Posted on 23rd September 2019 by

National Fitness Day 2019

This year’s National Fitness Day on 25th September 2019, is a chance to highlight the role physical activity plays across the UK, helping us raise awareness of its importance in helping us lead healthier and active lifestyles.

As part of National Fitness Day, UK Active will be running a social media campaign – #Fitness2Me

#Fitness2Me aims to celebrate what fitness means to people, promoting that keeping physically active means something different to us all.

UK Active want to make #Fitness2Me the biggest movement in breaking down the barriers that stop people being active, showing that fitness is for everyone!

They hope that by encouraging people from all walks of life, activity levels, and interests to share what fitness means to them, it will inspire others to live healthier and happier lives through being active.

So if it is getting fit, getting happy, playing with grandkids, or connecting with pets, whatever it means to you we want to hear about it!

  • Simply grab a piece of paper and scribble down what Fitness Means 2 You
  • Then take a photo or capture a 60 second video to share with us on social media
  • Don’t forget to add #Fitness2Me and #FitnessDay and tag us via @FitnessDayUK

A major issue that people face when trying to increase activity levels, is overcoming perceived or actual barriers.

Here are some suggestions for overcoming barriers to physical activity.

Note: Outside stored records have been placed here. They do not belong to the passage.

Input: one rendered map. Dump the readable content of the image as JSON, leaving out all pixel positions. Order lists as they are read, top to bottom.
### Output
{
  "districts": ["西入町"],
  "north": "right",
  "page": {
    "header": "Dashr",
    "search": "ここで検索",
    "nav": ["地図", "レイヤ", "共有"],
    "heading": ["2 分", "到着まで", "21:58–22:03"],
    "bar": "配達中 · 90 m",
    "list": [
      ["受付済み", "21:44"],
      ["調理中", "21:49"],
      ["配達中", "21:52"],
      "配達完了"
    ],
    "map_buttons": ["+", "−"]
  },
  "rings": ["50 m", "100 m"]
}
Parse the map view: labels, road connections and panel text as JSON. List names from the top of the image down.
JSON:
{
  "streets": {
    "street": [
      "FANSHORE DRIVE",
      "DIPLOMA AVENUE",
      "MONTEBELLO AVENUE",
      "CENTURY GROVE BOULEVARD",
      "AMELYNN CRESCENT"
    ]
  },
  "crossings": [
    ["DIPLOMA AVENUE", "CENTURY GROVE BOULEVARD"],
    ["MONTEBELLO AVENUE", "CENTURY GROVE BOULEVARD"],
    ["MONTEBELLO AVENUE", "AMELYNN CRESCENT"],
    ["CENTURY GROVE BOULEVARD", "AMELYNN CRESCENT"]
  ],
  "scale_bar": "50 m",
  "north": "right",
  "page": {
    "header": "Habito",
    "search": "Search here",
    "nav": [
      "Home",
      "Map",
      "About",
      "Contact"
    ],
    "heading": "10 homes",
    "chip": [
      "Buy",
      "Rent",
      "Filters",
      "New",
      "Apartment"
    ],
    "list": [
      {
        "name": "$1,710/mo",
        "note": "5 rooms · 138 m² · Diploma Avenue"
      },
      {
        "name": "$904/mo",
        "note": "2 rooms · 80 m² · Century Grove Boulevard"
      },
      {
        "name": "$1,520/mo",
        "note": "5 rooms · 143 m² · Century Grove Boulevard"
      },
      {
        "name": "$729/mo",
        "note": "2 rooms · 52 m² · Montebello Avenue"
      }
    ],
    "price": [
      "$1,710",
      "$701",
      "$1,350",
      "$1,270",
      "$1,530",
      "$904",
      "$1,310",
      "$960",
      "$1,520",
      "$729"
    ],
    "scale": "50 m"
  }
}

Suggestions for Overcoming Physical Activity Barriers
Lack of time Identify available time slots. Monitor your daily activities for one week. Identify at least three 30-minute time slots you could use for physical activity.
Add physical activity to your daily routine. For example, walk or ride your bike to work or shopping, organise school activities around physical activity, walk the dog, exercise while you watch TV, park farther away from your destination, etc.
Select activities requiring minimal time, such as walking, jogging, or stairclimbing.
Social influence Explain your interest in physical activity to friends and family. Ask them to support your efforts.
Invite friends and family members to exercise with you. Plan social activities involving exercise, like family walks or walk to a coffee shop with a friend.
Develop new friendships with physically active people. Join a group, such as a walking club.
Lack of energy Schedule physical activity for times in the day or week when you feel most energetic naturally.
Convince yourself that if you give it a chance, physical activity will increase your energy level; then, try it.
Lack of motivation Plan ahead. Make physical activity a regular part of your daily or weekly schedule and write it on your calendar.
Invite a friend to exercise with you on a regular basis and write it on both your calendars.
Join an exercise group or class.
Fear of injury Learn how to warm up and cool down to prevent injury.
Learn how to exercise appropriately considering your age, fitness level, skill level, and health status.
Make sure you get any injuries checked out, so you have confidence to exercise without fear. 
Lack of skill Select activities requiring no new skills, such as walking, climbing stairs, or jogging.
Take a class to develop new skills.
Lack of resources Select activities that require minimal facilities or equipment, such as walking, jogging, skipping, or free online classes.
Identify inexpensive, convenient resources available in your community Park Run, Eastleigh Borough Council Activities, Health walks etc. 
Weather conditions Develop a set of regular activities that are always available regardless of weather (indoor cycling, free online classes, indoor swimming,  stair climbing, skipping, dancing, yoga, etc.)
Travel Put a skipping rope in your suitcase and skip.
Walk the halls and climb the stairs in hotels.
Stay in places with swimming pools or exercise facilities.
Join a nationwide gym.
Visit the local shopping centre and walk for half an hour or more.
Bring your mp3 player your favorite aerobic exercise music.
Family obligations Trade babysitting time with a friend, neighbour, or family member who also has small children.
Exercise with the kids-go for a walk together, play tag or other running games, do an aerobic dance or exercise video for kids (there are several online) and exercise together. You can spend time together and still get your exercise.
True skipping, ride a stationary bicycle, or use other home gymnasium equipment while the kids are busy playing or sleeping.
Try to exercise when the kids are not around (e.g., during school hours or their nap time).
Retirement years Look upon your retirement as an opportunity to become more active instead of less. Spend more time gardening, walking the dog, and playing with your grandchildren. Children with short legs and grandparents with slower gaits are often great walking partners.
Learn a new skill you’ve always been interested in, such as ballroom dancing, line dancing, or swimming.
Now that you have the time, make regular physical activity a part of every day. Go for a walk every morning or every evening before dinner. Treat yourself to an exercycle and ride every day while reading a favorite book or magazine.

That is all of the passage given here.